È stata una giovane donna, Asmaa Mahfouz, del Movimento 6 aprile, che il 19 gennaio ha pubblicato sul web, con un video di 4 minuti, l’appello a manifestare che ha mobilitato milioni di egiziani. «Asmaa non ha lanciato una sfida anonima: ci ha messo la faccia, incorniciata dall’hijab islamico» scrive Giovanni Porzio, inviato di Panorama. È una delle poche segnalazioni di protagonismo femminile nella rivolta egiziana sui giornali di questi giorni.
Cecilia Zecchinelli su Io donna della scorsa settimana aveva presentato alcune protagoniste dell’opposizione tunisina, algerina e dello stesso Egitto. E aveva ricordato che proprio in Egitto all’inizio del ventesimo secolo fiorì il femminismo arabo. La storia di Huda Shaarawi che organizzò nel 1919 la Marcia delle donne contro la repressione inglese è sconosciuta da noi.
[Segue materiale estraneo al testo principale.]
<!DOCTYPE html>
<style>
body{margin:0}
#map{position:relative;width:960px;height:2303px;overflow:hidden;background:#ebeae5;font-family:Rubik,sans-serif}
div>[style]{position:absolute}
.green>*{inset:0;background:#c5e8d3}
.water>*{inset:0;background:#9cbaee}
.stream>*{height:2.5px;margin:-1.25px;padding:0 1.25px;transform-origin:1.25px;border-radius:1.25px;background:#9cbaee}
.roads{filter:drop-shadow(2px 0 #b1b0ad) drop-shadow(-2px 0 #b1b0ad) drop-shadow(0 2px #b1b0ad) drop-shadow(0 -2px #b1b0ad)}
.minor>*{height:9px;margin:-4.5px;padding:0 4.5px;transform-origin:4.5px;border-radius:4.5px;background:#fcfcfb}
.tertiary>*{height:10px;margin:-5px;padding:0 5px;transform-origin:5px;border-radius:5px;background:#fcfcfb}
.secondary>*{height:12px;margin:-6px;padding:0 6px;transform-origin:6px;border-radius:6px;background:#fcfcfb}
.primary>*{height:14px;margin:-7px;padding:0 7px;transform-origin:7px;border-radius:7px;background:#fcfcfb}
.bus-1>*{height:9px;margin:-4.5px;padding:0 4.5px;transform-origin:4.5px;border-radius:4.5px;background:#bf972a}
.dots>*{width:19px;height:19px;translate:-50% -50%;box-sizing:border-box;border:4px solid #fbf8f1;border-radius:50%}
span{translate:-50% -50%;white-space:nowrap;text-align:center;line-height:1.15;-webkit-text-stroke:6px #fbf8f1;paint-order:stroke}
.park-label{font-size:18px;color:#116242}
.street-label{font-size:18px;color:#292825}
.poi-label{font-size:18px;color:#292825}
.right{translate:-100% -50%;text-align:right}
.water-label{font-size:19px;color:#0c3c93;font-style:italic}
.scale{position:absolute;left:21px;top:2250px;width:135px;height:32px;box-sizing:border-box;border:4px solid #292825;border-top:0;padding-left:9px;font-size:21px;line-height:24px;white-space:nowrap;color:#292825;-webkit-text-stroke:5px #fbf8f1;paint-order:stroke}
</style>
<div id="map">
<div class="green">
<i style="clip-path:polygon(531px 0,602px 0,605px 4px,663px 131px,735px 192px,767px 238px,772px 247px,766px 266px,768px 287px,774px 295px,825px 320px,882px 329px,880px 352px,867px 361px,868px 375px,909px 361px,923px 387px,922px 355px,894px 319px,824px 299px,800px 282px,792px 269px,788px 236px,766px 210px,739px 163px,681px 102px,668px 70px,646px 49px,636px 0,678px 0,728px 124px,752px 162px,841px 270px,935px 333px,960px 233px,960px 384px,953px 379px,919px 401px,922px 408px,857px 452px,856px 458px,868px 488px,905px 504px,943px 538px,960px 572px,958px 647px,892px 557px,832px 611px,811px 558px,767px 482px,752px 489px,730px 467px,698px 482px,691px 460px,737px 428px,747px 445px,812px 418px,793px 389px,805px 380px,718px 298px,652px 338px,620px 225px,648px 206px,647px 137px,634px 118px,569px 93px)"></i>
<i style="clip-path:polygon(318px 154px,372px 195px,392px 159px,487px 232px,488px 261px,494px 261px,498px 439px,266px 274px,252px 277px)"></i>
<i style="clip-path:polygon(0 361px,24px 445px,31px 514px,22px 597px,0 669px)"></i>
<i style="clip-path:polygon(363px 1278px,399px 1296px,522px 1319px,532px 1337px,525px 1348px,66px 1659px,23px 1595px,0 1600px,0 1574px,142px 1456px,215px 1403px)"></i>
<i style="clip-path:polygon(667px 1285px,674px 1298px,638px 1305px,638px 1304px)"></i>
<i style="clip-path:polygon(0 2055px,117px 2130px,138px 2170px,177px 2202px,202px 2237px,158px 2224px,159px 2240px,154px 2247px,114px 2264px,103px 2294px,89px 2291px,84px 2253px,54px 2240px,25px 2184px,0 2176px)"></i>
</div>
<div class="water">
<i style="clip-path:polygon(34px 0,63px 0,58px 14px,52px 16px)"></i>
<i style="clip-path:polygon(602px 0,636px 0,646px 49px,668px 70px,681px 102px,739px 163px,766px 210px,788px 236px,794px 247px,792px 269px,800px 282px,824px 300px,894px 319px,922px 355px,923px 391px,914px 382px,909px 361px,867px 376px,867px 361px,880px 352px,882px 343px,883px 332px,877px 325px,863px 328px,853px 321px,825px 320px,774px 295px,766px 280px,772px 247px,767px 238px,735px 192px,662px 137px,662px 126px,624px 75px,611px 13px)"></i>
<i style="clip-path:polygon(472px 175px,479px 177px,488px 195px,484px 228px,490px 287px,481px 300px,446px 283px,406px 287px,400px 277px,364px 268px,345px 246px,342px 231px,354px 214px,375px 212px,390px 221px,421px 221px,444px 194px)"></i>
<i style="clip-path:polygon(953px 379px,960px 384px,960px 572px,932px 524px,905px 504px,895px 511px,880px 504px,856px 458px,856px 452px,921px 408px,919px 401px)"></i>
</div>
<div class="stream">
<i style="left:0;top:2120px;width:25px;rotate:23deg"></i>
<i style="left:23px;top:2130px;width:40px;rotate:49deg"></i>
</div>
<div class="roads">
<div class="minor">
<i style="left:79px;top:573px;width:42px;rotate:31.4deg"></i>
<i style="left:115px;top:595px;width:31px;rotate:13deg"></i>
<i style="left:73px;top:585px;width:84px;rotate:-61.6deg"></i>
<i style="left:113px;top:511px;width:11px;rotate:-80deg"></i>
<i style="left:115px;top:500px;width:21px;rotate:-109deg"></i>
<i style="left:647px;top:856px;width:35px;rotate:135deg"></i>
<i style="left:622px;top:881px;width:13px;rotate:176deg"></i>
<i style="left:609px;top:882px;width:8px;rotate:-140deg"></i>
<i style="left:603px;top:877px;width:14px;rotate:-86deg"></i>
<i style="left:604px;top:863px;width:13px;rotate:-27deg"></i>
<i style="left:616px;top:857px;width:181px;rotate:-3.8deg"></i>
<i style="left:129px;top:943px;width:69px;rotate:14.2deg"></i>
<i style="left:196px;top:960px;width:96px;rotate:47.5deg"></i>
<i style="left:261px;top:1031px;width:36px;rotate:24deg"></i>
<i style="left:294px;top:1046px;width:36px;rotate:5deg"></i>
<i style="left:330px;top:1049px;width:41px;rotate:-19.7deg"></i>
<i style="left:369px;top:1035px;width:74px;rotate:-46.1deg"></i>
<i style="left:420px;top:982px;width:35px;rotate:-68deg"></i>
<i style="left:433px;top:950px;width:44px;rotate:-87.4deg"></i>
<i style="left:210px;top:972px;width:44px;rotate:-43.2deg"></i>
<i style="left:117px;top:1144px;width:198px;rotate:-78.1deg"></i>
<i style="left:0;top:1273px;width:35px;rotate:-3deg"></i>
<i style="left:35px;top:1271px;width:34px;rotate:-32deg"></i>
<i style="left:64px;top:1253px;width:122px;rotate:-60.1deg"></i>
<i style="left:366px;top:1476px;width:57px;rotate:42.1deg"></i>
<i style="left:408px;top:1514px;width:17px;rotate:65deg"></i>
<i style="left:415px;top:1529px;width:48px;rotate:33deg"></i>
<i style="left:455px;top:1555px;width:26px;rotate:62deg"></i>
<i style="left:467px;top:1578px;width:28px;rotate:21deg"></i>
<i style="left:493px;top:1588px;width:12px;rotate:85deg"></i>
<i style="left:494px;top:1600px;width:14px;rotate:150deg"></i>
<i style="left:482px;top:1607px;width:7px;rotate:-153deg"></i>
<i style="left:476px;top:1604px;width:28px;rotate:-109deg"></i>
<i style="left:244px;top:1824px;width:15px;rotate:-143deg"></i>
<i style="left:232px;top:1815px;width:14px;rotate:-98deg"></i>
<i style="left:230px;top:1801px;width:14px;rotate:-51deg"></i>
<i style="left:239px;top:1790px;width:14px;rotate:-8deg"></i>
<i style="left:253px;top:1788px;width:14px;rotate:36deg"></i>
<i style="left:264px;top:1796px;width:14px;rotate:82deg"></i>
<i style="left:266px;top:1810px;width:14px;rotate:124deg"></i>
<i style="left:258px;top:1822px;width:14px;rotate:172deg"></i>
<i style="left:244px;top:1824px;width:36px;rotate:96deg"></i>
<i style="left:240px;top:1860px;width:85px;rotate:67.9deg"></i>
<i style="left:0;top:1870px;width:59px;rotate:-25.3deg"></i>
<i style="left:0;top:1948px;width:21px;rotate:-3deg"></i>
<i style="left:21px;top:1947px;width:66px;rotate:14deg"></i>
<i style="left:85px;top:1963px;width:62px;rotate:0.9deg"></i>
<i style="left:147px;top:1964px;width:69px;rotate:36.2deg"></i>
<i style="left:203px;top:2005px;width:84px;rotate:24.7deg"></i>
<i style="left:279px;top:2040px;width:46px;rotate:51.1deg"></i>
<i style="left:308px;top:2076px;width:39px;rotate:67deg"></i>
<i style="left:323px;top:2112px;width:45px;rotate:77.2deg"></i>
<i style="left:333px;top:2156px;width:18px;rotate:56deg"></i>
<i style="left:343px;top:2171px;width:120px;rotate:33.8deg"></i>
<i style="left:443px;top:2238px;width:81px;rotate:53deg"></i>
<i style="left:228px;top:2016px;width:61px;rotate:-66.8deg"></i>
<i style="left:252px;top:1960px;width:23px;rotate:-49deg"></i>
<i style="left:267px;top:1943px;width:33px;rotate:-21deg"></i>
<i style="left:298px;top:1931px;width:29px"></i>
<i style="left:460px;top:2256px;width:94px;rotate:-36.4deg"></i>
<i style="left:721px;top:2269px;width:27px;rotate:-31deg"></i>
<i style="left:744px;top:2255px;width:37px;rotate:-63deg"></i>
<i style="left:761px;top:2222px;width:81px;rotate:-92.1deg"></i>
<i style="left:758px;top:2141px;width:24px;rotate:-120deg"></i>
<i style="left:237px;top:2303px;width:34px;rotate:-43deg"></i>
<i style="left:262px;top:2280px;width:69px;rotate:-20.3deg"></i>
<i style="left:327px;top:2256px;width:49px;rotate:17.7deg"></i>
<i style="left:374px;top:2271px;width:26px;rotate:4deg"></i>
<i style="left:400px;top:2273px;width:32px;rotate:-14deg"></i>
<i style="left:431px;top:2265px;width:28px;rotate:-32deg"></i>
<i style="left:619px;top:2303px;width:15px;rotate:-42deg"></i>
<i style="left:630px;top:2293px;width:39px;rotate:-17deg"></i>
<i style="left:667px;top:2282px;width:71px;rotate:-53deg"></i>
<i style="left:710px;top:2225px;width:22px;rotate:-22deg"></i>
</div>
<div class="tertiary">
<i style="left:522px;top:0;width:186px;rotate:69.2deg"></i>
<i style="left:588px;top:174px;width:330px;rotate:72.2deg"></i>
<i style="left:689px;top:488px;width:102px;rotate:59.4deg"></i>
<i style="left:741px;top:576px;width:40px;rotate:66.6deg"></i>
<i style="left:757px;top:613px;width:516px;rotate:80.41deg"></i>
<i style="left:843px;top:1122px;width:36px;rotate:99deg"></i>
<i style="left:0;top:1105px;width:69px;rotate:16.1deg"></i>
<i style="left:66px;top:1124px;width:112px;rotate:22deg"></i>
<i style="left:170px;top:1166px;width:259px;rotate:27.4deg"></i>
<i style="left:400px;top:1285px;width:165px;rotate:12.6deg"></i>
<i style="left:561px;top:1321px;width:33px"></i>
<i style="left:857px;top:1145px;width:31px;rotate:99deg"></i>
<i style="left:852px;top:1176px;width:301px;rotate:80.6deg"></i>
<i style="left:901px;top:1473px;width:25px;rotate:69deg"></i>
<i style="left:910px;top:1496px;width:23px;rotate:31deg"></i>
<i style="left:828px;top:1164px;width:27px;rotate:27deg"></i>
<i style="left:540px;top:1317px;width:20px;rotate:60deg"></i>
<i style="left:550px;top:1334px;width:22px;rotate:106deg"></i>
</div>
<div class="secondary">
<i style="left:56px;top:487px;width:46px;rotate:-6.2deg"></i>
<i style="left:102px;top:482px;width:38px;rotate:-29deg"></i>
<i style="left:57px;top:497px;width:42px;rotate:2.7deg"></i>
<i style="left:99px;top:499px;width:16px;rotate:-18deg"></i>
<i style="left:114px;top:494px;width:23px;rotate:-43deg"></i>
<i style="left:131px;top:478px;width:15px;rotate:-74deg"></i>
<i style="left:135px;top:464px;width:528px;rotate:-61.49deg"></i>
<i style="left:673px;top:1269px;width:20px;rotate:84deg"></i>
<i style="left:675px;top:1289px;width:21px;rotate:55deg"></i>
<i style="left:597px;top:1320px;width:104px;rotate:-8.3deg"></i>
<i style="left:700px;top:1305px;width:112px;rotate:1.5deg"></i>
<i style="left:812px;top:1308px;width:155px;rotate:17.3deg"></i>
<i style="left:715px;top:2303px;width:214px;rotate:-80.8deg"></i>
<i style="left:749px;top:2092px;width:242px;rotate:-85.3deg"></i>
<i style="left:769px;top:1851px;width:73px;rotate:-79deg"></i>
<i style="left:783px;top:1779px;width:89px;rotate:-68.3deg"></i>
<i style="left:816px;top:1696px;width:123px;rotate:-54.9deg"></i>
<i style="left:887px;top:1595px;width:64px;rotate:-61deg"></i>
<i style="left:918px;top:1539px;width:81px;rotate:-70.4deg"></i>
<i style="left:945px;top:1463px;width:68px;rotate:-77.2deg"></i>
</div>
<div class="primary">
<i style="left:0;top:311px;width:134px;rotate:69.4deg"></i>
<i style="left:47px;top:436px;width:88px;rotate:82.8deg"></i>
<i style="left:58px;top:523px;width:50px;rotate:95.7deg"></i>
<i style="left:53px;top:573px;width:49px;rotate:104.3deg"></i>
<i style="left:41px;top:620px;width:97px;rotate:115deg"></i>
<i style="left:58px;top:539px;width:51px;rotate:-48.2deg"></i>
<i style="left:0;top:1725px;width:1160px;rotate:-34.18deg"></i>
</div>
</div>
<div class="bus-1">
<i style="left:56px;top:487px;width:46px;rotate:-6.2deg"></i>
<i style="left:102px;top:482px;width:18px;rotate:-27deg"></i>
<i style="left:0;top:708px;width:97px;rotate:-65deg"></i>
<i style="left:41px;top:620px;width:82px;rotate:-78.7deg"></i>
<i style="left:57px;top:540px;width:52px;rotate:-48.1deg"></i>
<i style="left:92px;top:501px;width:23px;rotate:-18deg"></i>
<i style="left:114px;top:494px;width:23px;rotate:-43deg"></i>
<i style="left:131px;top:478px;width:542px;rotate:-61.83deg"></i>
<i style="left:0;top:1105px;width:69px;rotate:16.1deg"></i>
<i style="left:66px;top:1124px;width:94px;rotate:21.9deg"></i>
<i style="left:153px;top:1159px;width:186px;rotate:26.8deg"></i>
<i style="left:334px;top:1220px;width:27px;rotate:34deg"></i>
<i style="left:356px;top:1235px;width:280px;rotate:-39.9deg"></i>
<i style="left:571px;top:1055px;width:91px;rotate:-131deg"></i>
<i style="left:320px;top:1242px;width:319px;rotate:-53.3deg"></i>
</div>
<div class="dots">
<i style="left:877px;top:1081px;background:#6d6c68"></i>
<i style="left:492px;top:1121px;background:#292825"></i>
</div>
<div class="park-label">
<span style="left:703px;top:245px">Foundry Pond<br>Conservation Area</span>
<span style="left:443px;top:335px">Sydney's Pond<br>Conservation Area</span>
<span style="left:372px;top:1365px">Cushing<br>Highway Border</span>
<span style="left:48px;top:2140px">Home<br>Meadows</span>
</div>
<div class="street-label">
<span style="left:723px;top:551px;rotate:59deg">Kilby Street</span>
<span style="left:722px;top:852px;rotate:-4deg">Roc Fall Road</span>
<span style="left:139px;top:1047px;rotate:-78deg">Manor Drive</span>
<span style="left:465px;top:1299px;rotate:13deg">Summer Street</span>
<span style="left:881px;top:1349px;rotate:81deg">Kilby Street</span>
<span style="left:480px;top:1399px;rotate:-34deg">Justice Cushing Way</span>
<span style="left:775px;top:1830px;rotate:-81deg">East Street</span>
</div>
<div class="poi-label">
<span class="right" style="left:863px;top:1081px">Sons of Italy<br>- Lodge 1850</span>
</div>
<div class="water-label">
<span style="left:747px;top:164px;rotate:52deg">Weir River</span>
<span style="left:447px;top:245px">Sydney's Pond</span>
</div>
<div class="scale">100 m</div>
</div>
Comunque anche in piazza Tahrir le donne c’erano, tante, velate o vestite all’occidentale.
Ma i media le hanno ignorate.
Possiamo trovare qualche notizia insieme a foto e video su it.globalvoiceonline.org. La blogger Jenna Krajeski, ad esempio, cerca di spiegare questo così massiccio coinvolgimento delle donne. Una delle ragioni, dice, è stato il carattere non violento della mobilitazione, ripetutamente sollecitato dagli organizzatori.
Anche il reporter americano del Daily Beast, Mike Giglio, osserva che «nonostante in Egitto l’aggressione sessuale ai danni delle donne durante le manifestazioni pubbliche sia cosa comune, questa volta gli uomini si sono comportati in modo più rispettoso ».
Ma cosa succederà adesso? Chi prevarrà nelle prossime elezioni, se e quando ci saranno? Che cosa cambierà per le donne?
Inevitabile puntare gli occhi sui Fratelli musulmani, e non solo per preoccupazioni geo-politiche. Ancora nel 2005, infatti, teorizzavano che né un non-musulmano né una donna avrebbero mai potuto aspirare a guidare l’Egitto (Il Giornale, 10 febbraio). Perché «il Corano è la nostra costituzione».
Secondo lo studioso neo-con Barry Rubin, che cita un recente sondaggio, l’82% dei musulmani egiziani vuole l’adulterio punito con la lapidazione, il taglio delle mani per i ladri, la pena di morte per chi cambia religione (loccidentale.it).
Hassan al- Banna, esponente della Shura, il gruppo dei cento saggi che elabora l’ideologia dei Fratelli musulmani, sostiene però che la mentalità sta cambiando, che vanno promosse l’istruzione e la partecipazione politica delle donne, ma «occorre preservare l’unità familiare a ogni costo». E poiché la libertà individuale è in conflitto con l’unità della famiglia, è la prima che va sacrificata (L’espresso).